When called by his country, he responded, serving in 1985 on the National Commission on Space and as vice chairman of the presidential commission that investigated the 1986 explosion of the space shuttle Challenger. In 2010, he testified before Congress to object to proposed cuts in manned space-exploration projects.
He continued to fly, piloting a light plane. He served on the boards of several large corporations and chaired AIL Technologies, an aerospace electronics firm on Long Island, N.Y., from 1989 to 2002.
And he surprised many observers when he made television commercials for Chrysler in 1979.

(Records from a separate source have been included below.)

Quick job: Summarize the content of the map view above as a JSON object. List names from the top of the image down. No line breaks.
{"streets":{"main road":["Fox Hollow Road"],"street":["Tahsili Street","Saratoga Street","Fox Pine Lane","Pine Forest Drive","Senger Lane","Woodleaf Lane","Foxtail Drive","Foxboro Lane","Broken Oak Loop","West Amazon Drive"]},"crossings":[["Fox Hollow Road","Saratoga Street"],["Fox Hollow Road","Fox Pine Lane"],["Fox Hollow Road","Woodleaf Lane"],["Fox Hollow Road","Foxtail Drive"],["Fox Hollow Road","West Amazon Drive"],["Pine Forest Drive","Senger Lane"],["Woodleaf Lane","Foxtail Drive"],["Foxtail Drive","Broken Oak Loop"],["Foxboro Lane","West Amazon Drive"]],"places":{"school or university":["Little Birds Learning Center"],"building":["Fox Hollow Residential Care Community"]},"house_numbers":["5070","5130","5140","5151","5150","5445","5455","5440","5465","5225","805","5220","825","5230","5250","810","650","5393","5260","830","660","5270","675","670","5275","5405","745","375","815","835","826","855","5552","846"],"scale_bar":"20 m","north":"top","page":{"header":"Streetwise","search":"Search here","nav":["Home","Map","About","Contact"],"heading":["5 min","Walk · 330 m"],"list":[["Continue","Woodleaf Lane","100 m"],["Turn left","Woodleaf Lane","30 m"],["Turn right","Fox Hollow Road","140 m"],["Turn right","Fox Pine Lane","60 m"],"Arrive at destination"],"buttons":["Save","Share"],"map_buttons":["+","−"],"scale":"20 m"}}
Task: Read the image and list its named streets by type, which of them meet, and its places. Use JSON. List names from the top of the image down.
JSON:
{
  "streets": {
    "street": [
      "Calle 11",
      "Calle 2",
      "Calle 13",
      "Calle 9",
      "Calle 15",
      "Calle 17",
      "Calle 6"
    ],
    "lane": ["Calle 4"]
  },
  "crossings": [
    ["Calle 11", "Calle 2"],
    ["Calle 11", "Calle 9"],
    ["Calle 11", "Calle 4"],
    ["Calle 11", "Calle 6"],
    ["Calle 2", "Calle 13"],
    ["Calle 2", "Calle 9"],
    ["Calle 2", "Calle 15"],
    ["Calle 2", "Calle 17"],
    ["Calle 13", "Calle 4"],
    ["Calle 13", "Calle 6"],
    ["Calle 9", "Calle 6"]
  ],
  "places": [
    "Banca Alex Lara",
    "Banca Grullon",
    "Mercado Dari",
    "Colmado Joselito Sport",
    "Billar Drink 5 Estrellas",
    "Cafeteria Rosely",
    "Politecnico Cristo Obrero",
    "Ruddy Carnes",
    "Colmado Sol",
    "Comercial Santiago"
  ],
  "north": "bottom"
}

In 1994, Armstrong divorced his wife of 38 years. Shortly afterward, he married the former Carol Knight, a woman 15 years his junior, and receded further from public life.
In addition to his wife, he is survived by his two sons, a stepson, a stepdaughter, 10 grandchildren, a brother and a sister.
The closest Armstrong came to describing what the Apollo 11 mission meant to him was during a Life magazine interview several weeks before the flight.
“The single thing which makes any man happiest is the realization that he has worked up to the limits of his ability, his capacity,” Armstrong said. “It’s all the better, of course, if this work has made a contribution to knowledge, or toward moving the human race a little farther forward.”
Nelson is a Times staff writer. Malnic, a former Times staff writer, prepared a version of this story before he died in 2010.